Wednesday, April 11, 2007

The time it takes to heal

Traveling at godspeed
over the hills and trails
I have refused my call
pushin' my lazy cells
into the blue flame
I want to crash here right now
the hourglass spills its sand
if only to punish you

for listenin' too long
to one song

“Sing Me Spanish Techno,” The New Pornographers


So I did a couple of things today that bummed me out. The first was visiting my physical therapist in the morning, still crusty-eyed from another rough night of sleep and carrying the shame of relapse. Instead of getting the stern lecture I deserved, I got some wince-inducing stretches that didn’t even touch my knees. For some reason, the PT has started to direct almost all of her focus on my IT band, which I don’t even understand. All I do know is I now have a new burning sensation - in my upper leg - and no real source of hope. And, if nothing else, a physical therapist should offer hope, don’t you think?

So after that I hobbled over to the gym and renewed my membership. I had a membership when I first moved to Juneau, back when I was a real baby about all the rain. But once I adapted to the whims of seafaring life, I downgraded my membership to punch passes and then barely used them.

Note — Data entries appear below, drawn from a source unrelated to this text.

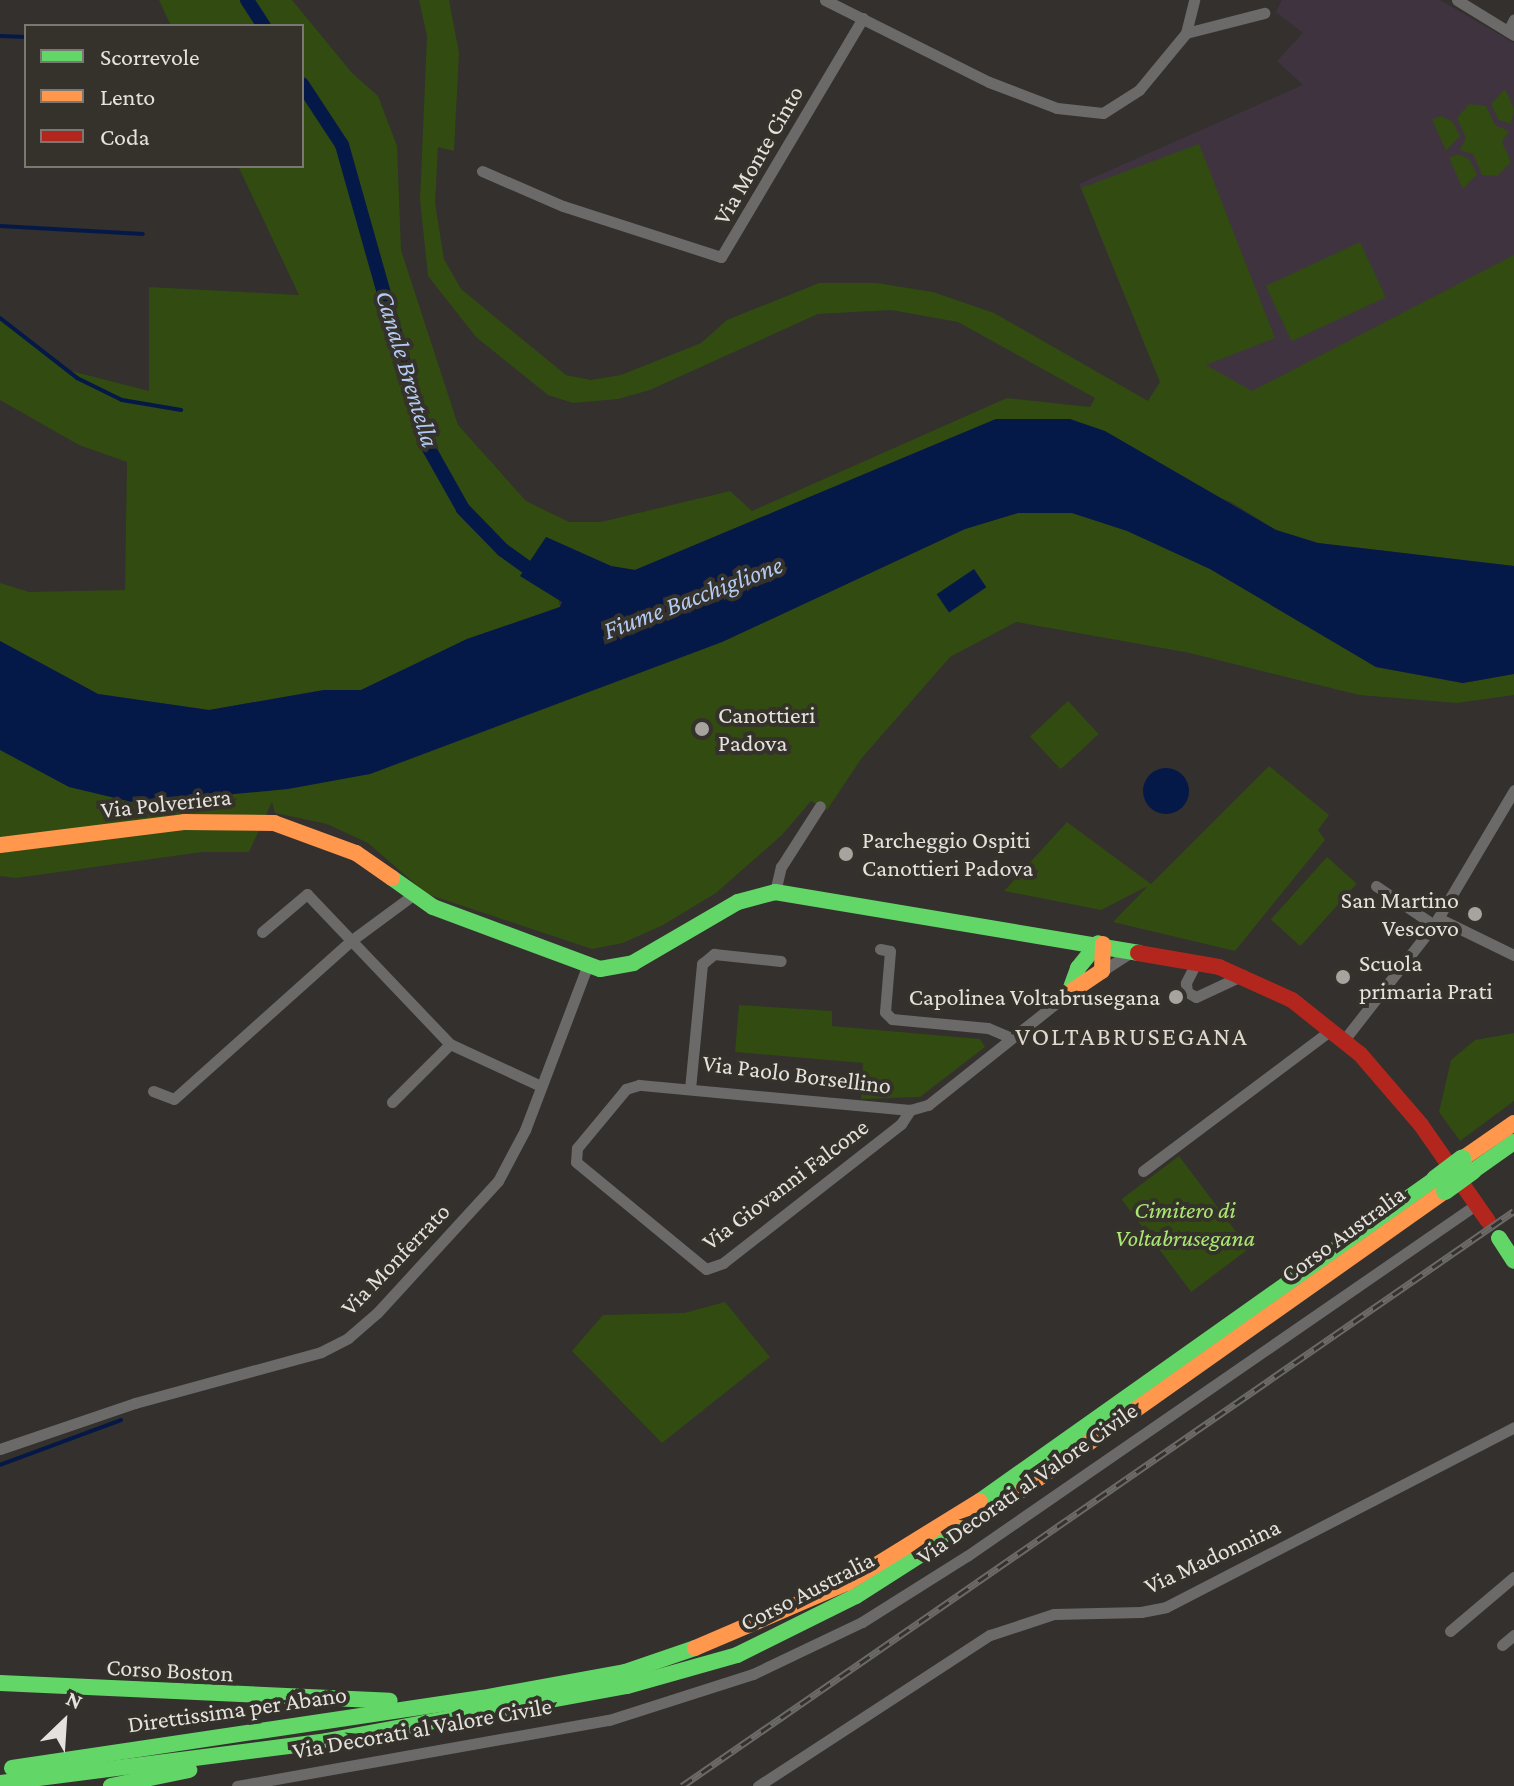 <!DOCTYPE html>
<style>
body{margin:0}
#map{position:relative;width:1514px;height:1786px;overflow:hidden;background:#33302d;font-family:"Crimson Pro",serif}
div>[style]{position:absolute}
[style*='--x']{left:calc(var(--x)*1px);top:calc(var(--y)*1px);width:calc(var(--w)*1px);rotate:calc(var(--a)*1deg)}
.education>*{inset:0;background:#3f3340}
.green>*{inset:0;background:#314b11;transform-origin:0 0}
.water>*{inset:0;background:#051948;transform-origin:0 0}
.round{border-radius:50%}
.stream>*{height:4px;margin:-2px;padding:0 2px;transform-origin:2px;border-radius:2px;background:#051948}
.canal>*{height:14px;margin:-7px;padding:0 7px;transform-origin:7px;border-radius:7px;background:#051948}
.street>*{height:11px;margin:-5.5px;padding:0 5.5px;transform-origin:5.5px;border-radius:5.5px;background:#6c6a69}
.fast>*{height:16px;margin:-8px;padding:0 8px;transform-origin:8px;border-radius:8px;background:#63d668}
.slow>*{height:16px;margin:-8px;padding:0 8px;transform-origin:8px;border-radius:8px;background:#ff974d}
.jam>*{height:16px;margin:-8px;padding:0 8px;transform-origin:8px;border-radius:8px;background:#b3261e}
.rail>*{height:7px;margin-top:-3.5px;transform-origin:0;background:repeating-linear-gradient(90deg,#35312b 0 12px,#6b6a68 0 24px);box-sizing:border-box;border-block:2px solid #6b6a68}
.fast-bridge>*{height:18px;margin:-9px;padding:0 9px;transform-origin:9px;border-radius:9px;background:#63d668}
.dots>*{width:22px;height:22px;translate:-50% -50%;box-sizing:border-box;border:4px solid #35312b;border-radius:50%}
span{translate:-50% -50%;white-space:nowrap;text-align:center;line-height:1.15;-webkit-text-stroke:8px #35312b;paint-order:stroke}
.street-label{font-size:24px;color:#e5e2de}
.poi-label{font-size:24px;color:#e5e2de}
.left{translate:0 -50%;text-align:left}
.right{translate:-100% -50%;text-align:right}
.park-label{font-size:24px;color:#abe774;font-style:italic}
.water-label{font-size:26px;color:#b3caf3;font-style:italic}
.neighbourhood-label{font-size:26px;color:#ded8d0;letter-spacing:2px}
.legend{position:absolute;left:24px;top:24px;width:280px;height:144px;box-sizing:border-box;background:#35312b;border:2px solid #7b7873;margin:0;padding:10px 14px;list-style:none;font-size:24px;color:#e5e2de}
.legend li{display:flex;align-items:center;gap:16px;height:40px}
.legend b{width:40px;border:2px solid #7b7873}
.north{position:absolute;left:24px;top:1682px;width:80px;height:80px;-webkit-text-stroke:6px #35312b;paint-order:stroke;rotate:25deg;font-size:22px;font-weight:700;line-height:32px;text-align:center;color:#e5e2de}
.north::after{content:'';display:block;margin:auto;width:28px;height:36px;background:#e5e2de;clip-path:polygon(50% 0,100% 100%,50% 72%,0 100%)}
</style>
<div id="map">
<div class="education">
<div style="clip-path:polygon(1282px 0,1440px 0,1514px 43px,1514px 300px,1356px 466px,1148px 401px,1160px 382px,1079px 184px,1303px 85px,1277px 61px,1303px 33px,1276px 12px)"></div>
</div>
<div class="green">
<div style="clip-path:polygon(159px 0,292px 0,352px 73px,378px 96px,397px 146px,401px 250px,458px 425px,526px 501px,569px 522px,601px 522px,730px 491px,752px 511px,1007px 398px,1090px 407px,1095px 398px,958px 322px,891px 310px,818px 314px,650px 390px,618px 399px,573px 403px,548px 395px,476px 337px,428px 276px,420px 199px,427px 36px,419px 0,449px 0,459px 53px,454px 151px,438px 147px,435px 203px,444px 259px,461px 289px,566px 375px,591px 380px,621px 375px,701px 343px,727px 320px,819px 283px,877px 283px,933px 292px,994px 313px,1148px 401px,1160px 382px,1081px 188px,1199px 144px,1275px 338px,1206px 365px,1252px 391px,1514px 255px,1514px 566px,1318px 543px,1276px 530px,1231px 502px,996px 419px,635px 570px,611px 566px,546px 537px,560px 607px,467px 639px,361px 690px,324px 690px,209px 710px,98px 694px,0 641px,0 583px,29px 592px,125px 590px,127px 462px,79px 445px,0 400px,0 318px,67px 370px,149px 391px,149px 287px,299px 295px,238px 166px,302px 166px,302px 26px,171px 26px)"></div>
<div style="clip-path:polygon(1505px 89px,1514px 109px,1511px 124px,1499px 120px,1491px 104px)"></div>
<div style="clip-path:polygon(1469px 104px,1486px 106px,1495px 125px,1509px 131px,1502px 142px,1511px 162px,1497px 176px,1482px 175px,1473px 154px,1460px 150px,1466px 138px,1457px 118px)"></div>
<div style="clip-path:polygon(1441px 116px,1452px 121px,1460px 136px,1446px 151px,1432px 119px)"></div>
<div style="clip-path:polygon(1458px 154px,1469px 159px,1477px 174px,1463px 189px,1449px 158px)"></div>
<div style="left:1360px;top:242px;width:61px;height:104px;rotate:65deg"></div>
<div style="clip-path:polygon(1018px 513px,1072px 513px,1127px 530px,1210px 569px,1376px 667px,1462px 683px,1514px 674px,1514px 695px,1457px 703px,1359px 695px,1190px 653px,1016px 622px,950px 657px,861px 759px,827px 810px,811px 801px,782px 835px,716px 893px,663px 925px,623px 943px,592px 949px,427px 894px,368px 843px,327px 824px,275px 813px,272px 802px,249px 852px,202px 852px,16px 878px,0 876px,0 750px,204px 798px,370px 774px,722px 642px,965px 529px)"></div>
<div style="left:1068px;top:701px;width:45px;height:52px;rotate:47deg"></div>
<div style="clip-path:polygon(1269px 766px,1329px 815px,1318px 830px,1325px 840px,1235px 951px,1113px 922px,1148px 886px,1101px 910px,1004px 891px,1067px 822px,1151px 884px)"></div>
<div style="left:1327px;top:857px;width:40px;height:84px;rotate:42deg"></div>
<div style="clip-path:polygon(739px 1005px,832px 1011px,832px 1026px,980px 1039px,985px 1047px,920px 1097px,861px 1099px,863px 1063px,735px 1052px)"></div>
<div style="clip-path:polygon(1514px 1033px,1514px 1101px,1460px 1141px,1439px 1112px,1451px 1060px,1475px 1040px)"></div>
<div style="left:1179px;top:1156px;width:116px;height:72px;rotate:53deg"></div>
<div style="clip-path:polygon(725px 1302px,770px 1357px,662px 1443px,572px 1351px,603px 1315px,684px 1313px)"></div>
</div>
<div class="water">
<div style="clip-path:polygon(996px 419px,1070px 419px,1105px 431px,1276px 530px,1318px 543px,1514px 566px,1514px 674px,1463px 683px,1376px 667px,1210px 569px,1127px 531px,1072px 513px,1018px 513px,965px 529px,722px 642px,370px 774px,288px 789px,136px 803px,69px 787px,0 750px,0 641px,98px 694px,209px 710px,324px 690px,361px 690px,467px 639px,560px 607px,562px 602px,520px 576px,546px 537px,611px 566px,635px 570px)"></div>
<div style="left:974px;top:569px;width:22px;height:45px;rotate:56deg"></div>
<div class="round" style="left:1143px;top:768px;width:46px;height:46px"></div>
</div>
<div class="stream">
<div style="--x:0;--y:36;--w:26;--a:2"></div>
<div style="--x:0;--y:226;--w:143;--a:3.2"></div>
<div style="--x:0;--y:318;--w:98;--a:37.9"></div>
<div style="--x:77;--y:378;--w:50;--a:26.1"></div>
<div style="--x:122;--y:400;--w:60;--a:9.6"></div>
<div style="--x:0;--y:1465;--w:129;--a:-20.4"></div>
</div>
<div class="canal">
<div style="--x:247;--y:0;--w:31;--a:57"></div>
<div style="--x:302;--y:84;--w:73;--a:56.7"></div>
<div style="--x:342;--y:145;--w:312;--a:74.2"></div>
<div style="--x:427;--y:445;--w:73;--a:60.6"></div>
<div style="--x:463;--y:509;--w:57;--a:45.7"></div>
<div style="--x:503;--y:550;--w:48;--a:35.7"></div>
</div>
<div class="street">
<div style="--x:825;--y:0;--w:183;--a:26.6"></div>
<div style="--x:989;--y:82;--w:73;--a:20.9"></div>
<div style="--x:1057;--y:108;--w:46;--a:6.2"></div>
<div style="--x:1103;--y:113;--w:43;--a:-32.6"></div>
<div style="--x:1139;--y:90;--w:74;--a:-50.5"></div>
<div style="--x:1186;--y:33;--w:81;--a:-14.4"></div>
<div style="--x:1457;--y:0;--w:67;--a:31.6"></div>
<div style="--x:1508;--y:31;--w:13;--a:-63"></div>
<div style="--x:1186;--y:33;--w:34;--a:-76"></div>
<div style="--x:482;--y:171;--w:88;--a:23.4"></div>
<div style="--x:563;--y:206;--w:166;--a:17.9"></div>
<div style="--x:721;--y:257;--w:278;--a:-59.3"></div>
<div style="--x:1376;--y:886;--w:70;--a:33.9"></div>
<div style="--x:775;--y:892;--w:26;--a:-77"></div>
<div style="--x:781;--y:867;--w:72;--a:-57.4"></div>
<div style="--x:1438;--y:918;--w:85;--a:26"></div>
<div style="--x:262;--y:932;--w:59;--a:-40.2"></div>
<div style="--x:307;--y:894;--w:207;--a:46.4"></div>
<div style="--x:450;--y:1044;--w:100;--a:24.8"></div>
<div style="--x:880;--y:949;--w:10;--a:11"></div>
<div style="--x:890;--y:951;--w:61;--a:94.7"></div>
<div style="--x:885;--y:1012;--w:10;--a:45"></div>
<div style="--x:892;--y:1019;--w:96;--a:5.4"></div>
<div style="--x:988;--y:1028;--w:25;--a:23"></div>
<div style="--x:1197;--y:961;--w:25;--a:117"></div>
<div style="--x:1186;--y:983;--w:9;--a:84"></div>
<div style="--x:1187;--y:992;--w:10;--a:29"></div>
<div style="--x:1196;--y:997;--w:52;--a:-25.1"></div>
<div style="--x:1102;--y:971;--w:35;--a:-33"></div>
<div style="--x:1344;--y:1040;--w:146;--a:-52"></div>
<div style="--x:1434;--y:925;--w:157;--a:-59.3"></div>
<div style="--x:690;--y:1089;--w:126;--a:-84.5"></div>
<div style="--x:702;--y:964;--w:16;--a:-40"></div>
<div style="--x:714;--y:954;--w:67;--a:6"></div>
<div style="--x:153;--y:1091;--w:22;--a:21"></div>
<div style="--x:174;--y:1099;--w:239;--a:-41.8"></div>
<div style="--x:352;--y:940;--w:76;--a:-36.4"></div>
<div style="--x:392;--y:1102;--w:82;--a:-45"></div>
<div style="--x:910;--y:1110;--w:272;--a:-174.7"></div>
<div style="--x:639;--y:1085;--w:14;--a:163"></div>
<div style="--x:626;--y:1089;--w:77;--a:129.7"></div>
<div style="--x:577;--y:1148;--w:14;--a:94"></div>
<div style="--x:576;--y:1162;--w:168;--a:39.5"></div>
<div style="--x:706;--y:1269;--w:18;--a:-19"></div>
<div style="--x:723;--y:1263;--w:226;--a:-38"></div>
<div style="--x:901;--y:1124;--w:17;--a:-57"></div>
<div style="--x:910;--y:1110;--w:19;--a:-16"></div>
<div style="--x:928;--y:1105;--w:180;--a:-38.5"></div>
<div style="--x:1143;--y:1171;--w:236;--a:-36.9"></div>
<div style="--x:0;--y:1449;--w:143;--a:-18.8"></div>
<div style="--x:135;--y:1403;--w:193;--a:-15.3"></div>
<div style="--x:321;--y:1352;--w:30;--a:-27"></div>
<div style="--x:348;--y:1338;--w:38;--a:-41"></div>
<div style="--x:377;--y:1313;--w:179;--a:-47.5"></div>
<div style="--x:498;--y:1181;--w:58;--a:-62.1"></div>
<div style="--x:525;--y:1130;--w:174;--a:-69.2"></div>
<div style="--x:1450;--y:1631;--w:84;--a:-40.2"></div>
<div style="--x:1502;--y:1645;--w:16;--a:-40"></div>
<div style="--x:237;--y:1786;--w:378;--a:-10.1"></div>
<div style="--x:609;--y:1720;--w:151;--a:-17.7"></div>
<div style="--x:753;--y:1674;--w:121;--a:-25.5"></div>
<div style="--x:862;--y:1622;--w:124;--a:-32.2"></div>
<div style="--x:967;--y:1556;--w:620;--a:-34.61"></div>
<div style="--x:758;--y:1786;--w:277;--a:-33.1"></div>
<div style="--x:990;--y:1635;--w:67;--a:-18.2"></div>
<div style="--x:1054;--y:1614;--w:87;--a:-1.3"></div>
<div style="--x:1141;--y:1612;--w:25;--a:-11"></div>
<div style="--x:1166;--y:1607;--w:392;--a:-27.3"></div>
</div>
<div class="fast">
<div style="--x:392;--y:878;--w:50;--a:35.3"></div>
<div style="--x:433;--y:907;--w:178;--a:20.4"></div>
<div style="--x:600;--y:969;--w:34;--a:-10"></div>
<div style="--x:633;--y:963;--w:121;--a:-30.2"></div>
<div style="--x:738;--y:902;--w:38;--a:-15"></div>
<div style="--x:775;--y:892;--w:368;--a:9.5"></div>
<div style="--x:1069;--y:993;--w:27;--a:-70"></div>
<div style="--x:1078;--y:968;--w:32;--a:-51"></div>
<div style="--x:1473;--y:1171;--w:50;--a:-35.3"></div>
<div style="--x:1499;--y:1238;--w:27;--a:57"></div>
<div style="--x:980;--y:1501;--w:557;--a:-35.29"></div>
<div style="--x:0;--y:1683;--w:390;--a:2.6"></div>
<div style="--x:12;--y:1768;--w:475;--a:-8.5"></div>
<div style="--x:482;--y:1698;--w:145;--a:-10.3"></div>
<div style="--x:625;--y:1672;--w:74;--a:-18.9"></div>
<div style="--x:0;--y:1783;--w:329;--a:-7.3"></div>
<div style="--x:326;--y:1741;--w:306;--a:-10.4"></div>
<div style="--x:627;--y:1686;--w:114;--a:-15.7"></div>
<div style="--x:737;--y:1655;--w:133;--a:-26.4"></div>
<div style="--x:856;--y:1596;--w:197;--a:-32.6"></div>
<div style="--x:111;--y:1786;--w:80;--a:-11.6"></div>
</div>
<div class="slow">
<div style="--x:0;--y:845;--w:185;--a:-7.1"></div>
<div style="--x:184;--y:822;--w:90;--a:0.6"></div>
<div style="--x:274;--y:823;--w:87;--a:20.1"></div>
<div style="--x:356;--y:853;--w:44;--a:34.8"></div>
<div style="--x:1069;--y:993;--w:40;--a:-34"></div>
<div style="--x:1102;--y:971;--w:27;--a:-88"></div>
<div style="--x:1462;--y:1159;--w:63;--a:-34.7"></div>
<div style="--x:1022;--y:1490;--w:518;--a:-35.25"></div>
<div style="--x:695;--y:1648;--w:165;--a:-23.2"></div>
<div style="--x:847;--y:1583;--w:156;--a:-31.7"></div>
</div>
<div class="jam">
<div style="--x:1138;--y:953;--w:82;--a:9.8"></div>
<div style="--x:1219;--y:967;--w:80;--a:24.3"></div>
<div style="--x:1292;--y:1000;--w:87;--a:38.5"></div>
<div style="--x:1360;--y:1054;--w:94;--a:49.3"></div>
<div style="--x:1421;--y:1125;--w:117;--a:55.1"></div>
</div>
<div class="rail">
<div style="--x:682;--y:1786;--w:1011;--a:-34.65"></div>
</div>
<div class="fast-bridge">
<div style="--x:1435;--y:1179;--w:34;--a:-37"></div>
<div style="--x:1445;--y:1191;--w:34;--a:-36"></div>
</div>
<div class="dots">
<div style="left:702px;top:729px;background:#a7a4a0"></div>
<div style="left:846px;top:854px;background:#a7a4a0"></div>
<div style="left:1475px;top:914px;background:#a7a4a0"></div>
<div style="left:1343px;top:977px;background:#a7a4a0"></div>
<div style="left:1176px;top:997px;background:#a7a4a0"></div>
</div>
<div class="street-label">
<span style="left:758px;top:155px;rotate:-60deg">Via Monte Cinto</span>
<span style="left:166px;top:803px;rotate:-6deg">Via Polveriera</span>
<span style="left:797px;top:1074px;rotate:7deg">Via Paolo Borsellino</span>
<span style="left:785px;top:1184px;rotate:-37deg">Via Giovanni Falcone</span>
<span style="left:1343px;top:1234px;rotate:-36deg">Corso Australia</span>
<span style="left:395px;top:1259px;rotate:-46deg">Via Monferrato</span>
<span style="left:1027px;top:1483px;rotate:-35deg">Via Decorati al Valore Civile</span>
<span style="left:1212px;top:1556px;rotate:-25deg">Via Madonnina</span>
<span style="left:807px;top:1591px;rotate:-27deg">Corso Australia</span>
<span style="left:170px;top:1670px;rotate:3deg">Corso Boston</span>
<span style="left:237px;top:1709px;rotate:-8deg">Direttissima per Abano</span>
<span style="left:422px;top:1728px;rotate:-10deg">Via Decorati al Valore Civile</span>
</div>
<div class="poi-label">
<span class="left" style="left:718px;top:729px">Canottieri<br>Padova</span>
<span class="left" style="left:862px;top:854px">Parcheggio Ospiti<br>Canottieri Padova</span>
<span class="right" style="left:1459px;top:914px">San Martino<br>Vescovo</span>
<span class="left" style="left:1359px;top:977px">Scuola<br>primaria Prati</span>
<span class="right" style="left:1160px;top:997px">Capolinea Voltabrusegana</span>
</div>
<div class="park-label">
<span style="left:1185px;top:1224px">Cimitero di<br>Voltabrusegana</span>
</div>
<div class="water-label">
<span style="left:407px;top:369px;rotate:73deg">Canale Brentella</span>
<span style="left:693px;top:598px;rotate:-21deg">Fiume Bacchiglione</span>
</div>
<div class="neighbourhood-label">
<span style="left:1132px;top:1037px">VOLTABRUSEGANA</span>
</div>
<ul class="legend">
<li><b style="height:10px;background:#63d668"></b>Scorrevole</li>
<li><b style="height:10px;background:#ff974d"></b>Lento</li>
<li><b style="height:10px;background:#b3261e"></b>Coda</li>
</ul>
<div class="north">N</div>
</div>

Life was good then. I got out a lot, and I fell way behind on my celebrity gossip. But now that I’ve sworn off cycling, my options are limited. It’s really best to keep my swimming down to two days a week ... at least until I chop off “that rattrap,” which is what Geoff calls my hair now. And I do need to do more weight training in order to build strength where atrophy reigns. So it’s back to hamster wheels and People magazine for me.

In the meantime, I continue to search for reasons. Back when life was good and I had no idea which body part Britney Spears shaved that week, Geoff and I actually had a couple of discussions about my one-note bicycle training. It think it was after we came home from some short cross-country ski outing. I started complaining about the various areas where I was more sore than I should be (in my ongoing effort to prove that skiing isn’t actually fun). “Well no wonder,” Geoff said. “It’s not like you ever use your feet.”

And it’s true. When I wasn’t bicycling, which was really rare, I was skiing, running on the elliptical machine or lifting weights. In fact, after snow first covered the mountains and I stopped hiking, I didn't participate in a single full-impact activity. I had been shielded from gravity since October. No wonder my knee buckled under the first sign of stress.

Now that I’m several months wiser, I’d swear my allegiance to cross training in a millisecond if I thought it could help. I realize, though, that I don’t really have a choice.